The ACLU is seeks relief from the court to order Los Angeles County Sheriff Alex Villanueva and the County of Los Angeles to limit custody at the IRC to no more than 24 hours and to ensure detainees are held in sanitary conditions with access to drinking water, working toilets, and medical care. The filing argues that the county should be compelled to act under the terms of a 1975 class-action lawsuit that successfully challenged rights violations at the Los Angeles Men’s Central Jail.


“It is a living hell in here,” Gilberto, a detainee, told an ACLU attorney who visited in August. Gilberto, who has asthma, said that since he’d arrived at the IRC four days earlier, he had not been given an inhaler, which he typically uses three to four times a day. “The deputies treat us like animals and don’t give two shits about us.”
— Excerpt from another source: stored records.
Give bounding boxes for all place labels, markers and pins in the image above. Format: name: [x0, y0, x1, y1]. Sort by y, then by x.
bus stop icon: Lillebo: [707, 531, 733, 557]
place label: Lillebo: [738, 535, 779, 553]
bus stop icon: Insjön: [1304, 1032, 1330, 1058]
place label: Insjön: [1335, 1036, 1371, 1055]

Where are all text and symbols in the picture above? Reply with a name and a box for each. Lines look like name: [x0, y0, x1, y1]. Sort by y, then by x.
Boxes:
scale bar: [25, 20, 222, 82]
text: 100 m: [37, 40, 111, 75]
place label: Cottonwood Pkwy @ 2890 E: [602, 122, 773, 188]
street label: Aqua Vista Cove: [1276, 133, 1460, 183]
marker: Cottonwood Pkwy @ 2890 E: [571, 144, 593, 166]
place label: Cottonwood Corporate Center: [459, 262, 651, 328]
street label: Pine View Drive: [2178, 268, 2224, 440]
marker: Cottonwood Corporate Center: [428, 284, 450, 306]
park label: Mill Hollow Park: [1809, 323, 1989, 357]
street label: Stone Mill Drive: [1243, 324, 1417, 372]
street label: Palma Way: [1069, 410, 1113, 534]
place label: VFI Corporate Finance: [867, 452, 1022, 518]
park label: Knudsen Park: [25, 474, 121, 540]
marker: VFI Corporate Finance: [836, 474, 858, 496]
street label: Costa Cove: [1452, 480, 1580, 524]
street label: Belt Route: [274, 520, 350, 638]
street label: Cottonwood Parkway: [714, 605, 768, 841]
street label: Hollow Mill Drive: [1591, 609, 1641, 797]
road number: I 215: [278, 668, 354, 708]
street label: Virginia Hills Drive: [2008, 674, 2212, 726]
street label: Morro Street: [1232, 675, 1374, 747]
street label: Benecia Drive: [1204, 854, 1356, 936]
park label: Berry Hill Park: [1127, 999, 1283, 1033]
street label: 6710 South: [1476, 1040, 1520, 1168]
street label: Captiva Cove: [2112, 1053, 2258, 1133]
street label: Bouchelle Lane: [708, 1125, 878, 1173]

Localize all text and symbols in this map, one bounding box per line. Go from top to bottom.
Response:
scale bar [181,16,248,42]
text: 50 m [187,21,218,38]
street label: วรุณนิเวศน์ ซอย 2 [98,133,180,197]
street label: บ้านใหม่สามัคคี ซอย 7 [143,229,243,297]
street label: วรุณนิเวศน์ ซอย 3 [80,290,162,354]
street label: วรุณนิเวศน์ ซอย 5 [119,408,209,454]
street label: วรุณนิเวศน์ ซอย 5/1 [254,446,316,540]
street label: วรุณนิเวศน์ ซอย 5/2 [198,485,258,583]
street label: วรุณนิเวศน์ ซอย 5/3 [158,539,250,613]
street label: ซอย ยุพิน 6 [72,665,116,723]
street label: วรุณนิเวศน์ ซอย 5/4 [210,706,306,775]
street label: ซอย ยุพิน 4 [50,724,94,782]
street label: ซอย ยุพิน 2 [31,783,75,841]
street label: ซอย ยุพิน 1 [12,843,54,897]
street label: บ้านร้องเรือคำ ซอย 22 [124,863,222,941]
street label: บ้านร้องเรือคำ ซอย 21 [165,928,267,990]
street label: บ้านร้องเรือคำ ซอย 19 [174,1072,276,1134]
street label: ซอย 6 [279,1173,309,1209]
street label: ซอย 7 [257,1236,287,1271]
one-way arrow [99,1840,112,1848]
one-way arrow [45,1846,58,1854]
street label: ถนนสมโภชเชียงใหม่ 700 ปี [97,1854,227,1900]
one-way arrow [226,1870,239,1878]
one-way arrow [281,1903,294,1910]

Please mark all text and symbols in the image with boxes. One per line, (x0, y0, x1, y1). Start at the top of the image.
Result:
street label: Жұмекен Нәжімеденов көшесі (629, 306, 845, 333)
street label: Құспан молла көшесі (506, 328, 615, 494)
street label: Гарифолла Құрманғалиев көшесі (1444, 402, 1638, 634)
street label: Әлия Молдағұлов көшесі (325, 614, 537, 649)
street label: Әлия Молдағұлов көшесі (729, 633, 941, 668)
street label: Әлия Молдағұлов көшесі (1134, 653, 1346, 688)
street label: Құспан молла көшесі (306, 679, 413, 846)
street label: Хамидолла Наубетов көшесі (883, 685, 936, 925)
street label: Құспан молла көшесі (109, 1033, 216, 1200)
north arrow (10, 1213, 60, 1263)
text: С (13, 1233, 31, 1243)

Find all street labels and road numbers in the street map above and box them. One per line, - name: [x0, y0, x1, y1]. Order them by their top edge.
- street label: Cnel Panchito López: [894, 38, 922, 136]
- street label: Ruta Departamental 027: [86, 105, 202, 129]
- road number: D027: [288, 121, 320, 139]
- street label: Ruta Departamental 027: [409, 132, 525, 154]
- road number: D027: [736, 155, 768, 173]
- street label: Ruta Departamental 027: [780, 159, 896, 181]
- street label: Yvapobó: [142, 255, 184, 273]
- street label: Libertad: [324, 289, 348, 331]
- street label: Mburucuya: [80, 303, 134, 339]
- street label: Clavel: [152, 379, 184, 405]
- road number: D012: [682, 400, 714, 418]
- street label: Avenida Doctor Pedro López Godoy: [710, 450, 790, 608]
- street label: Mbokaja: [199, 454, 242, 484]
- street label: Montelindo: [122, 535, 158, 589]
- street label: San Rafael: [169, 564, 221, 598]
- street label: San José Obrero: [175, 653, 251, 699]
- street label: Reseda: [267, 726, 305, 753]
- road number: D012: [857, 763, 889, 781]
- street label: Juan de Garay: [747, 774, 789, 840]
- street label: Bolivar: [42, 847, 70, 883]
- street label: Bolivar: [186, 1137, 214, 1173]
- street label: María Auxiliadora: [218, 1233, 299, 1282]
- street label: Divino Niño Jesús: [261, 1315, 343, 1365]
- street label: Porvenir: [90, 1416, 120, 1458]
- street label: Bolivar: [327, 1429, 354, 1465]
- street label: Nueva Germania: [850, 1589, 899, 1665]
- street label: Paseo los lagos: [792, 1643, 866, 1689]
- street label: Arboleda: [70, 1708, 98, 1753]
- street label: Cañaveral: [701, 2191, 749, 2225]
In response, the county and sheriff state the the reversal of a zero cash bail policy for most misdemeanors and low-level felonies has contributed to a “surge” of people churning through the IRC. The Los Angeles County Superior Court instituted a zero cash bail policy at the start of the pandemic in April 2020. The number of people being processed through the IRC quickly fell by nearly half, from about 86,000 in 2019 to about 45,000 in 2021. The policy “had a profound effect on the county’s overall jail census,” the county and sheriff told the court.


Since the reversal of the bail policy in July 2022, the number of people coming through the booking center “approximates the pre-pandemic 2019 pace,” according to the county and sheriff. Additionally, the county and sheriff noted the facility has been overwhelmed with new inmates entering the jail system, including a “skyrocketing number” with serious mental health conditions.


The county could reduce the number of people entering the jail system by voting to implement and make permanent the zero cash bail policy. With more than 14,000 people currently detained in Los Angeles County jails, the system is operating almost 20 percent over capacity. Nearly half of all people held in the Los Angeles County Jail System are awaiting trial and presumed innocent.